- Developer: Ultizen
- Publisher: Jagex
- Platform: Flash
- Release: 19 January 2010
- Genre: Fantasy Manhua MMORTS
- Mode: Multiplayer

= War of Legends =

2010 video game

War of Legends was a massively multiplayer online strategy game set in "a world of ancient Chinese mythology" and was published by Jagex on January 19, 2010. It was the company's first full online strategy game, the first game to be published by the company rather than produced by them, the first game published by Jagex not to be written in Java, and the company's first microtransaction game. On January 29, 2015, Jagex announced that the game would be permanently closed effective immediately, following a security issue that took the game offline over a month earlier on December 22, 2014.

==Gameplay==
The game was a real-time strategy game in which players took the role of a "LEGEND" who controlled a kingdom. The aim of the game was to develop the kingdom through the construction and upgrading of buildings in cities, recruit armies with which to defend their cities and attack other players, the research of various skills to perform tasks more effectively and to gather resources with which to pay for these activities. Players could also choose to complete Tasks to gain various stat and item bonuses.

Players were able to choose the gender of their legend as well as either the Monk, Seer, or Warrior avatar. Players were also able to choose the region their city takes place in. Gender had a purely cosmetic effect whilst avatar and landscape type altered their abilities in game. The "Legends" were "great heroes" who lead the armies in the game. Players were able to recruit further NPC Legends by reaching set game criteria.

The player started with one city, but with a higher position in the game, they could build 'sub-cities' on flat ground. The maximum amount of sub-cities a player could have is determined by their official position, to a current maximum of seven (Eight cities in total, including the capital) as of December 2015. Players had the option of creating buildings, harvesting resources, and training an army. Every building was rated by a "level" system, the maximum of which was 30 (Reaching Civic Custodian), but outskirts buildings could go up to the level of 25 with the use of advanced sketches (an in game item), and famous cities (special sub-cities that can't be made by players) could go up to 25 or 30 on both city and outskirts, depending on what type it was. There were 3 areas available to players, their city, outskirts (where resource buildings were kept) and the map where other players cities and wildlands were among other things. There were five different resources: Gold, stone, copper, food, and wood. A player's city was always "live" in the game, which means the city could be attacked even when the player was not logged on. War of Legends offered new players a "new player protection" where they were protected for the first seven days of their gameplay. This prevented them from being attacked by other players. This protection wore off after the seventh day of play or if their palace (central building) was upgraded to a level of 10 or higher.

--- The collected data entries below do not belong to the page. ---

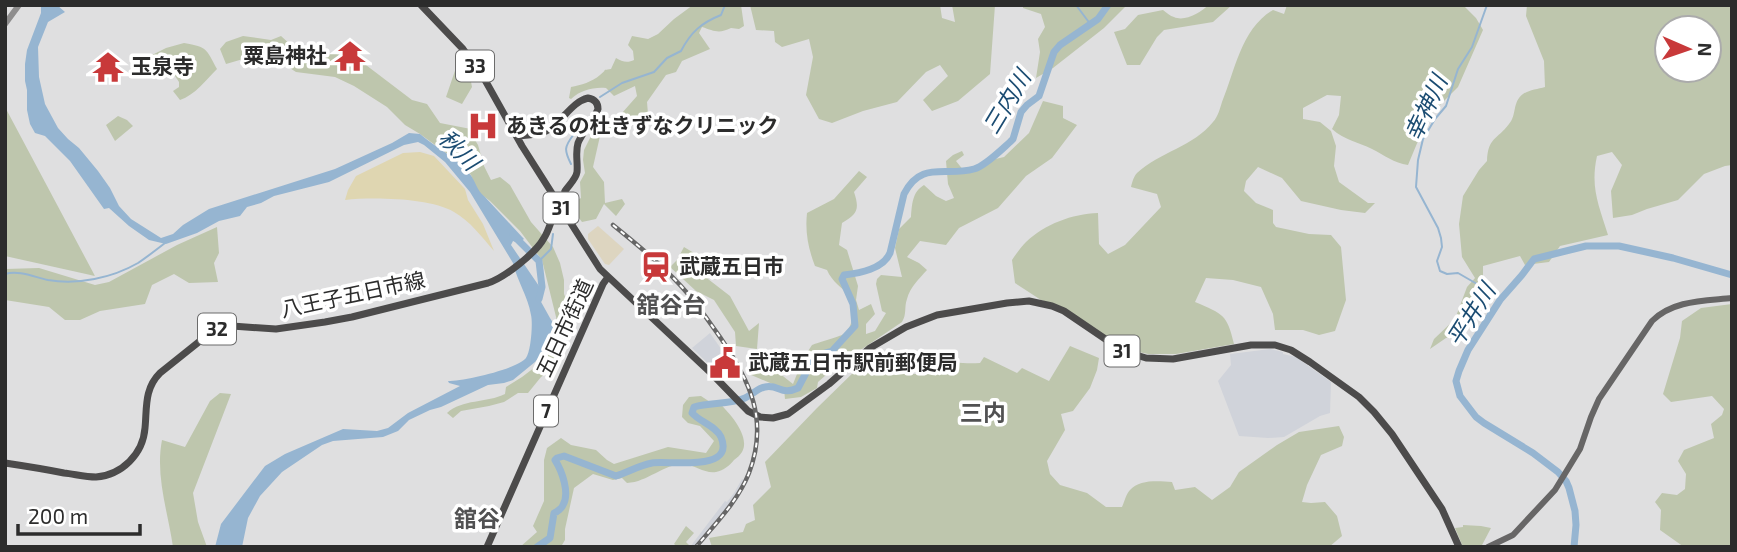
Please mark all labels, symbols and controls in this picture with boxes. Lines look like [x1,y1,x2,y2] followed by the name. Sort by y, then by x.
[1653,14,1723,84] north arrow
[333,39,367,73] temple icon: 粟島神社
[243,42,327,67] place label: 粟島神社
[1694,42,1717,57] text: N
[91,50,125,84] temple icon: 玉泉寺
[456,50,494,82] road number: 33
[131,53,194,78] place label: 玉泉寺
[976,62,1037,138] water label: 三内川
[1398,68,1454,145] water label: 幸神川
[466,109,500,143] hospital icon: あきるの杜きずなクリニック
[506,112,779,137] place label: あきるの杜きずなクリニック
[434,123,488,178] water label: 秋川
[544,192,578,224] road number: 31
[639,250,673,284] station icon: 武蔵五日市
[679,253,784,278] place label: 武蔵五日市
[278,266,427,321] street label: 八王子五日市線
[530,275,597,380] street label: 五日市街道
[1440,275,1502,351] water label: 平井川
[637,290,706,318] district label: 舘谷台
[198,314,236,344] road number: 32
[1104,336,1140,366] road number: 31
[708,346,742,380] public building icon: 武蔵五日市駅前郵便局
[748,349,958,374] place label: 武蔵五日市駅前郵便局
[534,396,558,426] road number: 7
[960,398,1006,426] district label: 三内
[18,492,140,536] scale bar
[28,503,88,528] text: 200 m
[454,504,500,532] district label: 舘谷

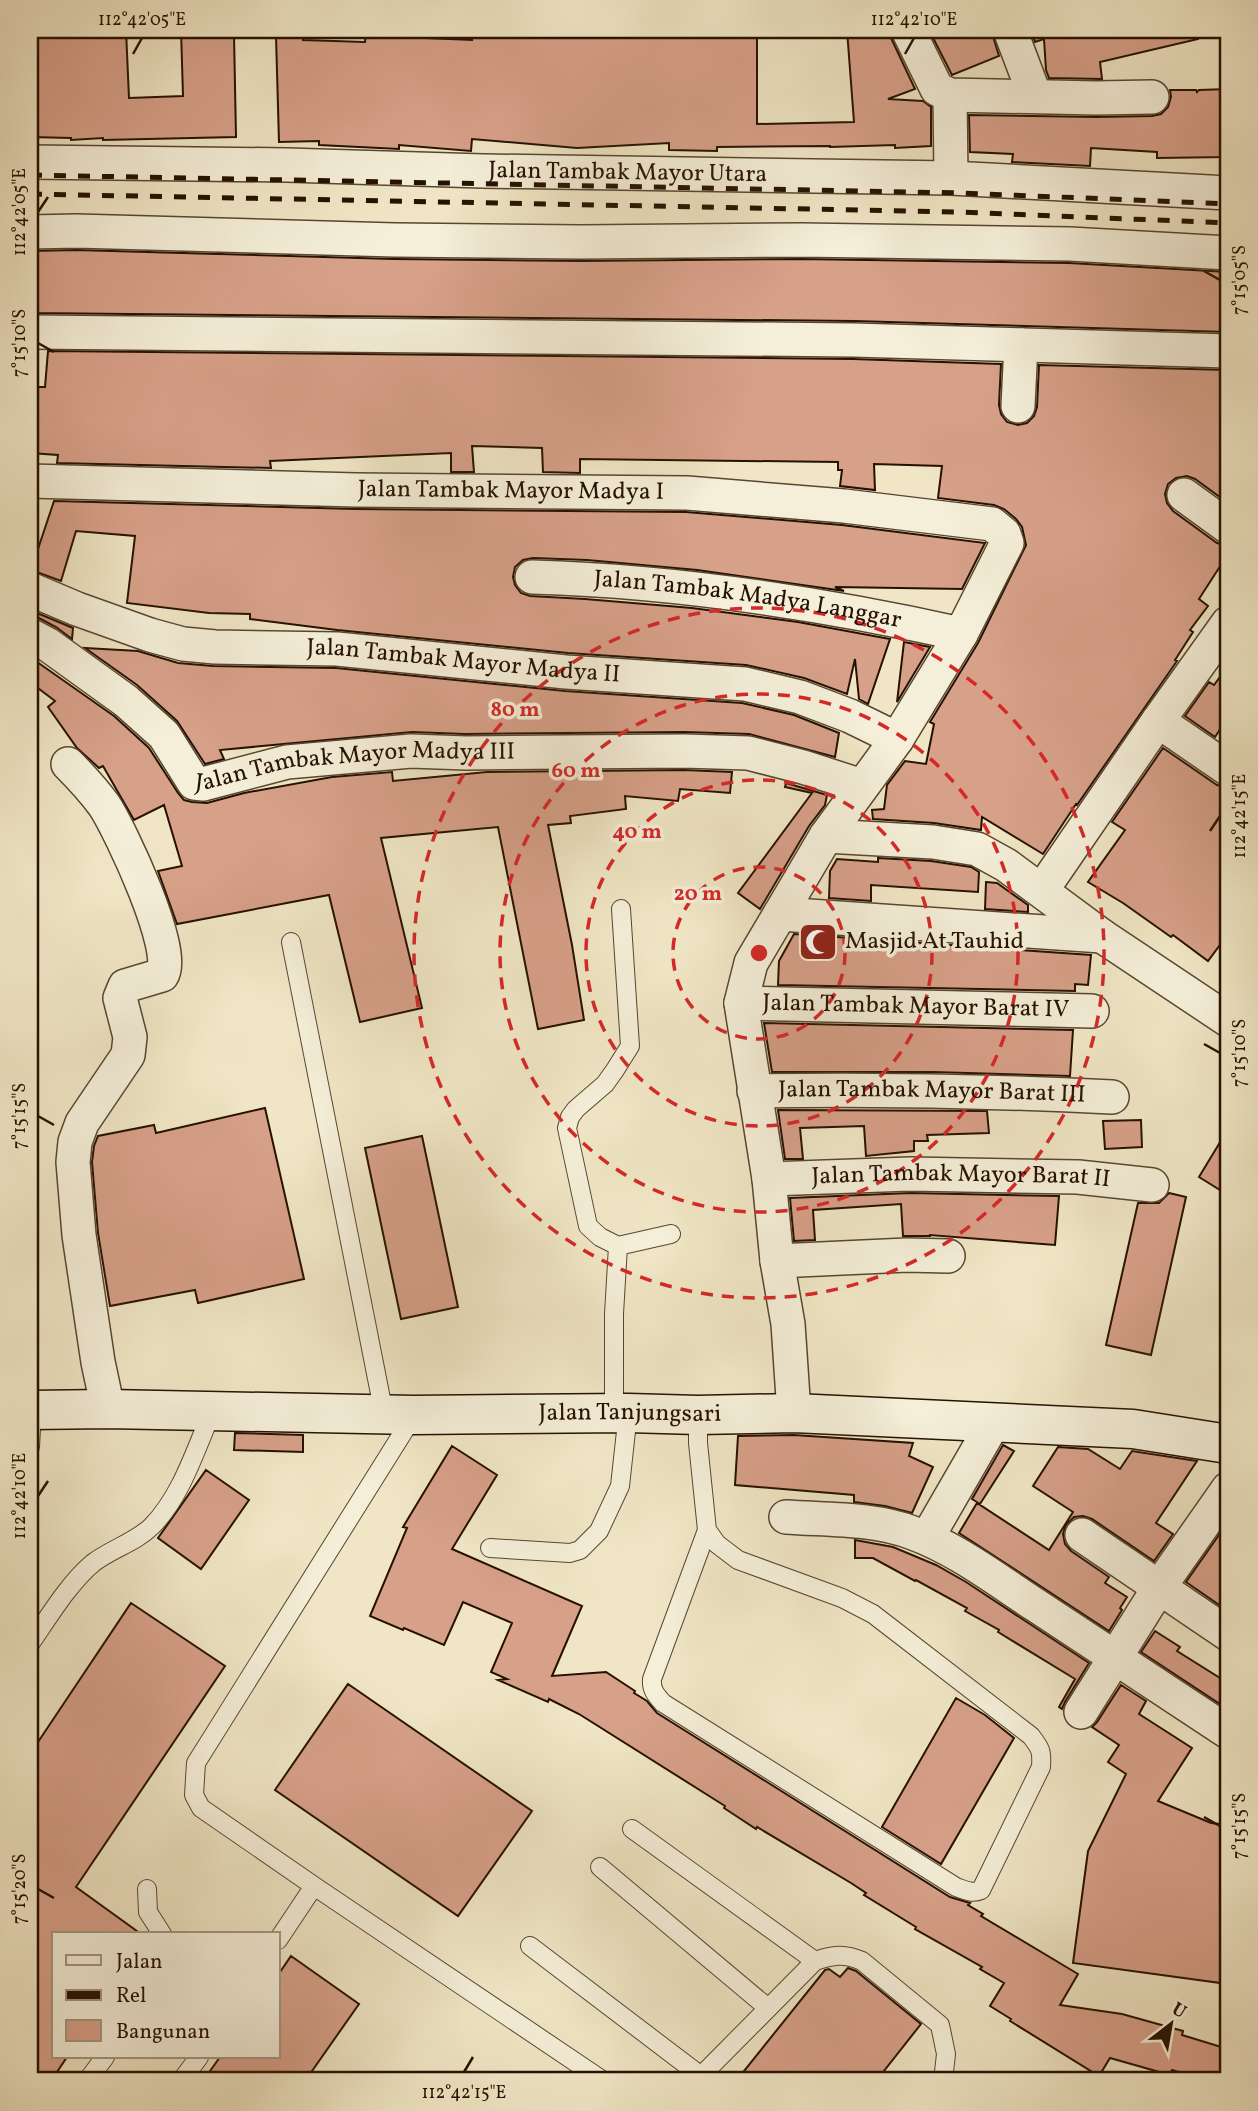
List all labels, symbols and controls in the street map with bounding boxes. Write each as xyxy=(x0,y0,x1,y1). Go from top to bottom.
text: 112°42'05"E xyxy=(98,8,186,33)
text: 112°42'10"E xyxy=(871,8,957,33)
street label: Jalan Tambak Mayor Utara xyxy=(488,154,768,192)
text: 112°42'05"E xyxy=(8,168,33,256)
text: 7°15'05"S xyxy=(1228,245,1253,315)
text: 7°15'10"S xyxy=(8,309,33,377)
street label: Jalan Tambak Mayor Madya I xyxy=(358,473,664,510)
street label: Jalan Tambak Madya Langgar xyxy=(593,563,904,638)
street label: Jalan Tambak Mayor Madya II xyxy=(306,632,621,693)
text: 80 m xyxy=(491,696,539,725)
street label: Jalan Tambak Mayor Madya III xyxy=(193,734,515,801)
text: 60 m xyxy=(552,757,600,786)
text: 112°42'15"E xyxy=(1228,773,1253,858)
text: 40 m xyxy=(612,818,662,847)
text: 20 m xyxy=(674,880,722,909)
mosque icon: Masjid At Tauhid xyxy=(797,921,839,963)
place label: Masjid At Tauhid xyxy=(845,925,1024,959)
centre of rings xyxy=(747,941,771,965)
street label: Jalan Tambak Mayor Barat IV xyxy=(762,986,1070,1027)
text: 7°15'10"S xyxy=(1228,1019,1253,1087)
street label: Jalan Tambak Mayor Barat III xyxy=(778,1073,1086,1113)
text: 7°15'15"S xyxy=(8,1083,33,1149)
street label: Jalan Tambak Mayor Barat II xyxy=(811,1157,1112,1197)
street label: Jalan Tanjungsari xyxy=(538,1396,722,1432)
text: 112°42'10"E xyxy=(8,1453,33,1539)
text: 7°15'15"S xyxy=(1228,1793,1253,1859)
text: 7°15'20"S xyxy=(8,1854,33,1924)
legend xyxy=(52,1932,280,2058)
text: Jalan xyxy=(116,1948,163,1977)
text: Rel xyxy=(116,1982,146,2011)
north arrow xyxy=(1136,1988,1206,2058)
text: U xyxy=(1166,1997,1191,2026)
text: Bangunan xyxy=(116,2018,210,2047)
text: 112°42'15"E xyxy=(422,2081,507,2106)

The game ranked players and alliances based on their reputation, like to send an army to explore an area and may fight another army to gain reputation. As to a special paradise level 4 or 5. while also ranking Legends based on level and stats and cities based on level and population.

If players successfully built an 'ally base' they could join player alliances, bringing new tasks, items, other players to talk with, to help or be helped or simply chat. Players could donate gold and WoLcash to their alliances to help raise their levels and help towards research. With a level 2 ally base players could create their own alliance allowing 7 people in it. This amount could be raised by upgrading the ally base in a player's city.

==Holidays==
Like other Jagex games, holidays came with special events - often allowing players to get significantly more power during the events than those who missed the events. Past events (in Jagex's English version) have fallen on the Chinese New Year, the War of Legends anniversary (around the same time as the Chinese New Year), St. Patrick's Day, Easter, Halloween, and Christmas.

==History==
War of Legends was released on 19 January 2010 as Jagex's first non-Java based game, and first to feature microtransactions. It was officially released out of beta on 31 March 2010 with a large update released simultaneously, players registered before this time were given in-game items (gold charm, divine boon, coffer) as a reward.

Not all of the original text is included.